----- Task inputs

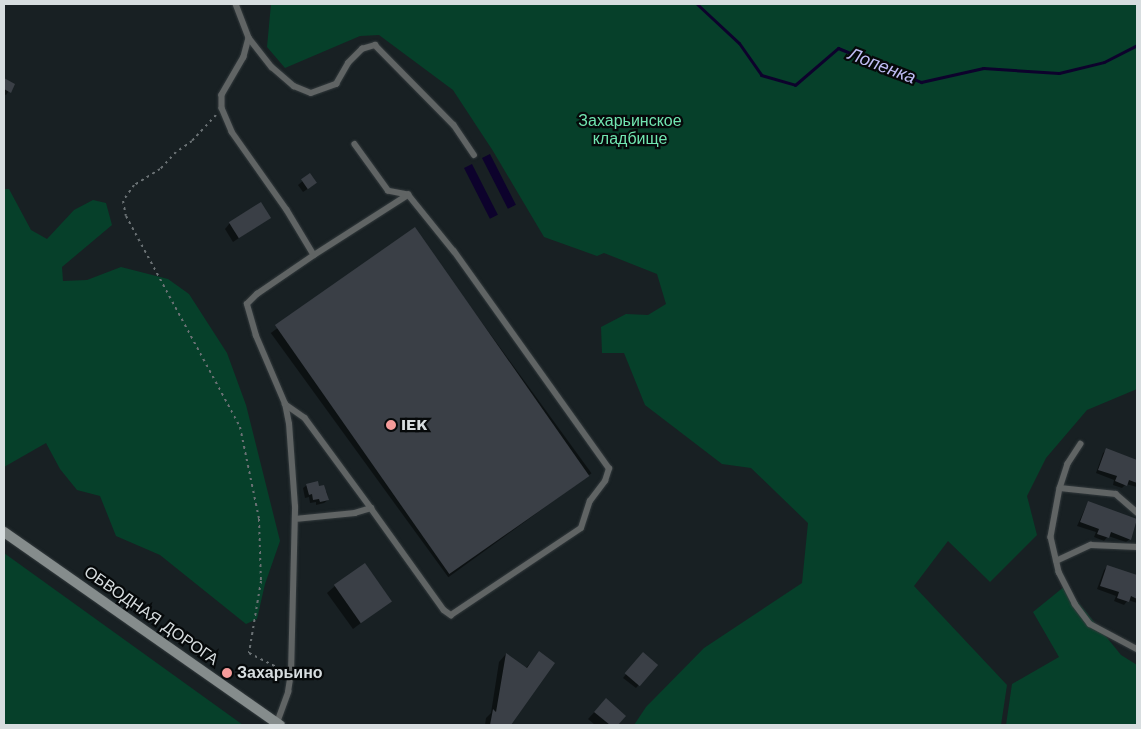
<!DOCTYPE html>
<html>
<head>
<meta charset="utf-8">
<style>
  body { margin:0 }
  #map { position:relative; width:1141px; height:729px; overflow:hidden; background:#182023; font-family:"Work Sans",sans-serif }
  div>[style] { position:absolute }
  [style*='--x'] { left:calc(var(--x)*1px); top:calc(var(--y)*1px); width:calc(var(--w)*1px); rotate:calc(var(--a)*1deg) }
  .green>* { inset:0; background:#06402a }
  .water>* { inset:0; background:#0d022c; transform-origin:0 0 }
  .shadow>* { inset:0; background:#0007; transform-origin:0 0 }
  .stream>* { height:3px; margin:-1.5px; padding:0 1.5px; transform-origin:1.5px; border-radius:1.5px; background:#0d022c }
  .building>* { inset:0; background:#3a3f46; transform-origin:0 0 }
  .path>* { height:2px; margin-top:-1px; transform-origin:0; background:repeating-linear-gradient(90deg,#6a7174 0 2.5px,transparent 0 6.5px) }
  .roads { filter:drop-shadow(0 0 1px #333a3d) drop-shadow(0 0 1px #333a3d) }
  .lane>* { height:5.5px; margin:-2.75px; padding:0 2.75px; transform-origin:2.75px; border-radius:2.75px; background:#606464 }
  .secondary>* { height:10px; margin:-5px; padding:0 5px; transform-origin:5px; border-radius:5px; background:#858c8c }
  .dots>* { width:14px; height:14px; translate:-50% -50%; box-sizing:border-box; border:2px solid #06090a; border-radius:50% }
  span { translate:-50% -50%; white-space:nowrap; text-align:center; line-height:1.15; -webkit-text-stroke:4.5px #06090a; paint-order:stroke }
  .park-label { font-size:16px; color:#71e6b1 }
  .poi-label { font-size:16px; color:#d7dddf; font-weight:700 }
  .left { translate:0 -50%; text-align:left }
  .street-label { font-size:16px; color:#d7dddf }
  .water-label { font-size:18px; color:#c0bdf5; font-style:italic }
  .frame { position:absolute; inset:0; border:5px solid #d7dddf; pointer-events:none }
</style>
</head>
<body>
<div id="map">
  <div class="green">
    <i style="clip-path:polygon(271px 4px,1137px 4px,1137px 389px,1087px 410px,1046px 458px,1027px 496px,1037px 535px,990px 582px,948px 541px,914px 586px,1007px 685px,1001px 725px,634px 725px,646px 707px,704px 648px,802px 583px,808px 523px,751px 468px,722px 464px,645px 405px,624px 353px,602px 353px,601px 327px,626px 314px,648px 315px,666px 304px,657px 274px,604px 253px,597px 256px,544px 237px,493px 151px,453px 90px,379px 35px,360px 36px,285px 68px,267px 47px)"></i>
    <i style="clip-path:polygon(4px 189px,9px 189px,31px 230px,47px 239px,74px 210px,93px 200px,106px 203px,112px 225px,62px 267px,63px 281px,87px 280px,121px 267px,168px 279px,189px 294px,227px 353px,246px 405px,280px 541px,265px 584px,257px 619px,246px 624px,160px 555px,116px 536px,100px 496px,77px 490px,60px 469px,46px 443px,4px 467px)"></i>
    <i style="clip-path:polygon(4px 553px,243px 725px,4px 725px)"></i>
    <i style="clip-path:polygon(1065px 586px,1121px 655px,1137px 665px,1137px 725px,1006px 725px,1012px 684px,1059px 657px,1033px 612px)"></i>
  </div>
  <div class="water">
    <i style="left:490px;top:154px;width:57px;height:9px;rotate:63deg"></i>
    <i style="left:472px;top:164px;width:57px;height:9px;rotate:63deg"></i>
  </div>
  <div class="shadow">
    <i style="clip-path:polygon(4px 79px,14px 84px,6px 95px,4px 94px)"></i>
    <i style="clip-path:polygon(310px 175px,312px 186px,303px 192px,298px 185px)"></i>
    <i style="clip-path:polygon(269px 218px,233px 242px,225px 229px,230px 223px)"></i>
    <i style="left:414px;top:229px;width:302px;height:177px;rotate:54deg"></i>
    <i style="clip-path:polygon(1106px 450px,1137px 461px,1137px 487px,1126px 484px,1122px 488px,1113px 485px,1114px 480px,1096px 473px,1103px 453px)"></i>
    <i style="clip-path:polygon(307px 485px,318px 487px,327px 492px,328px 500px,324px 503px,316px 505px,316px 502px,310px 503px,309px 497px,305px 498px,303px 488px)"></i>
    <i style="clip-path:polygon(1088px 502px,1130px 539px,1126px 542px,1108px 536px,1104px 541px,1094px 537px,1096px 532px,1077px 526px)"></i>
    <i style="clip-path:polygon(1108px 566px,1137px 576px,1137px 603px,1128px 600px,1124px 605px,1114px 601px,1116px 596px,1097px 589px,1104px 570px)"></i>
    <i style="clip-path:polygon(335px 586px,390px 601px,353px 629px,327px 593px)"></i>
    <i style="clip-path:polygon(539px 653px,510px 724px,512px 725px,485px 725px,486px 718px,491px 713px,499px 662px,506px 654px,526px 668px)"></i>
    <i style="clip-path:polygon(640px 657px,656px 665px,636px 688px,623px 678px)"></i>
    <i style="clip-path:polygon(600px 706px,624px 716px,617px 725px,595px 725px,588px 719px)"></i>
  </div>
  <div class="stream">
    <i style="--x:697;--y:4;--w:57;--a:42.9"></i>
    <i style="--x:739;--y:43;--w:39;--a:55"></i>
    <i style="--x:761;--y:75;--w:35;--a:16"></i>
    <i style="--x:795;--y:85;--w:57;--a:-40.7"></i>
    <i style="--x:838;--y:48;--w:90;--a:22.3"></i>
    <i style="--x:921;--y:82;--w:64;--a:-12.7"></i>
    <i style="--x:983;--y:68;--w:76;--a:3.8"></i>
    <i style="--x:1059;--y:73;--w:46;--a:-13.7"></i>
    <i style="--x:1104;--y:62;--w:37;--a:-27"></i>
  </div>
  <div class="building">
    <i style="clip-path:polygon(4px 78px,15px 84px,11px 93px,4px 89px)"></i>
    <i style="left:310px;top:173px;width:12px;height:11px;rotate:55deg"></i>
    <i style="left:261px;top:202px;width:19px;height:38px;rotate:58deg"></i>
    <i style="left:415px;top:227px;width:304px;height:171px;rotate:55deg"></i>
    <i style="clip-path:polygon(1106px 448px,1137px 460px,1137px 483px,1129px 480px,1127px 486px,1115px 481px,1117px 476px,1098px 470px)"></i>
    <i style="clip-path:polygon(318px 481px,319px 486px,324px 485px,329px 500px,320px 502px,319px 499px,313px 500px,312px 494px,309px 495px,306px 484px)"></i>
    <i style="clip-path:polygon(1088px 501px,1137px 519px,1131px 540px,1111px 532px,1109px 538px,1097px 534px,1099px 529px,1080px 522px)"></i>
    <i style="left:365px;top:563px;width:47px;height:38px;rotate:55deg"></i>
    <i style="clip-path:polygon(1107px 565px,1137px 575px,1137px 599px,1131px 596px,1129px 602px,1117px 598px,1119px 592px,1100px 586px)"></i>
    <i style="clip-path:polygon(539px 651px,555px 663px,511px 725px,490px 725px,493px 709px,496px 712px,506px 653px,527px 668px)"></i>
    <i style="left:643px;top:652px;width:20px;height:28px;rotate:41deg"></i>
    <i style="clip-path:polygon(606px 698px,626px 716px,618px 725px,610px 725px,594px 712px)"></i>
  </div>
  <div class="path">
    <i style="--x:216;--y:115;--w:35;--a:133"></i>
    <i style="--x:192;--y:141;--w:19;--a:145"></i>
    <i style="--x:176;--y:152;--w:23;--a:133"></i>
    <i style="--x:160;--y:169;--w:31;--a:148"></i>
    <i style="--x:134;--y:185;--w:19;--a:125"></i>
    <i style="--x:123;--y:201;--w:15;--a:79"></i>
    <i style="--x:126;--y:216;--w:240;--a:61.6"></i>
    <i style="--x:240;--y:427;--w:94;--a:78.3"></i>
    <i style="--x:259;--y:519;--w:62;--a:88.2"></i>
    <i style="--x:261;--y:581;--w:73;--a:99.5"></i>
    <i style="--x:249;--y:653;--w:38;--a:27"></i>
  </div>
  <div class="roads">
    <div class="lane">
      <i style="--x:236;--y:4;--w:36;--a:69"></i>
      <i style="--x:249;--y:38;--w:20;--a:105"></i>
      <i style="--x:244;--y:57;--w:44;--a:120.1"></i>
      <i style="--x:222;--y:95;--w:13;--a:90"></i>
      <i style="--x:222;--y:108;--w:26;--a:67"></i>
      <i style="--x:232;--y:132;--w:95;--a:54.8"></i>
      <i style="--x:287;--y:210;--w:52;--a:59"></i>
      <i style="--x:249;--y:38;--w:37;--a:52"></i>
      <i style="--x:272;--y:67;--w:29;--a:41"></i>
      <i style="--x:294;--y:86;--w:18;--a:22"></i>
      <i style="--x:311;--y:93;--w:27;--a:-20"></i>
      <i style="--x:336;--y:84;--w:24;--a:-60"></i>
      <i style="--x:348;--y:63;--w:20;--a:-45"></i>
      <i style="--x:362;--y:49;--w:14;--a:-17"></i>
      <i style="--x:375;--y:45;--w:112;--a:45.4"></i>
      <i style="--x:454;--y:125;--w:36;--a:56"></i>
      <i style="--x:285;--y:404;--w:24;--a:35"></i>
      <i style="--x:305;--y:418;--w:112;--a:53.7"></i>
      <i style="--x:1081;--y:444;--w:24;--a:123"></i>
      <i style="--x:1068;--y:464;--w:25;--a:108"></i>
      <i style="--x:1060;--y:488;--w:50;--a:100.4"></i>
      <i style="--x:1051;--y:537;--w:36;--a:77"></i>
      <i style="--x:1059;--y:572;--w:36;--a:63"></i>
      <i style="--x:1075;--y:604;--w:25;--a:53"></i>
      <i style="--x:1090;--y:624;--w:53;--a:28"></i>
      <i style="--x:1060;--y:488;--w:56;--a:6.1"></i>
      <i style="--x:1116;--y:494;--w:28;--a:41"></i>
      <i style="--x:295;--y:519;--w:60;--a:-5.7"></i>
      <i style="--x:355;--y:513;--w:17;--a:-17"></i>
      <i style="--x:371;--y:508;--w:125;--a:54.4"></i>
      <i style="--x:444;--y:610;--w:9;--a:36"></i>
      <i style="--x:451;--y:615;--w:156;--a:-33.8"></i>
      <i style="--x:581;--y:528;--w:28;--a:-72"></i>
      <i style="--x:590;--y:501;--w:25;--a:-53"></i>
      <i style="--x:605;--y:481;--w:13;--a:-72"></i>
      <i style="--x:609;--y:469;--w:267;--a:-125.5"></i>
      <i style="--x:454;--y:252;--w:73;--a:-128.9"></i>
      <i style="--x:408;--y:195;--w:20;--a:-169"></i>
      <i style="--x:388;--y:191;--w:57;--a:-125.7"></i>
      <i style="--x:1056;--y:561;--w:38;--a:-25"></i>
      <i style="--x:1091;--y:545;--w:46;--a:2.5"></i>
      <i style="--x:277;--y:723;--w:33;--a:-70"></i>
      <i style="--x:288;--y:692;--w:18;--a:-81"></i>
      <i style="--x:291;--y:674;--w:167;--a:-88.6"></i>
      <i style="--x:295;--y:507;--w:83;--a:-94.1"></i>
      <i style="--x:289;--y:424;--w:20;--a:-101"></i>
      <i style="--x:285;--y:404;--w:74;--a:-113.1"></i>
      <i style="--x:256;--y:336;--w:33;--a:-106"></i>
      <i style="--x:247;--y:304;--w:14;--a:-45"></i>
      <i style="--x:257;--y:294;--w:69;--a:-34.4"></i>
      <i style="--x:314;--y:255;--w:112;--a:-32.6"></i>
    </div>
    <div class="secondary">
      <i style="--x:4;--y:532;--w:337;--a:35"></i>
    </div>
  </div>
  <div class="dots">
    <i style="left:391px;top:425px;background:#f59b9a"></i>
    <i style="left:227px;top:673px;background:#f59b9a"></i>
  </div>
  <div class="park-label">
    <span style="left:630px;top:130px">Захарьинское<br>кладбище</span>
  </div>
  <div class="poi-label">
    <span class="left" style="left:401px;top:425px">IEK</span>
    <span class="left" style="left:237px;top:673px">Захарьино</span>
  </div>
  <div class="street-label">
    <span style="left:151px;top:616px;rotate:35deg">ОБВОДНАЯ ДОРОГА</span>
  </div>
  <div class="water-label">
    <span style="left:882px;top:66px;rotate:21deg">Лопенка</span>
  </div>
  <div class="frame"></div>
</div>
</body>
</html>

----------

Task item
Any pictures are to be skipped, and the lines from the beginning of the entries through the line with "height:3px; margin:-1.5px; padding:0" copied exactly.

Task solution
<!DOCTYPE html>
<html>
<head>
<meta charset="utf-8">
<style>
  body { margin:0 }
  #map { position:relative; width:1141px; height:729px; overflow:hidden; background:#182023; font-family:"Work Sans",sans-serif }
  div>[style] { position:absolute }
  [style*='--x'] { left:calc(var(--x)*1px); top:calc(var(--y)*1px); width:calc(var(--w)*1px); rotate:calc(var(--a)*1deg) }
  .green>* { inset:0; background:#06402a }
  .water>* { inset:0; background:#0d022c; transform-origin:0 0 }
  .shadow>* { inset:0; background:#0007; transform-origin:0 0 }
  .stream>* { height:3px; margin:-1.5px; padding:0 1.5px; transform-origin:1.5px; border-radius:1.5px; background:#0d022c }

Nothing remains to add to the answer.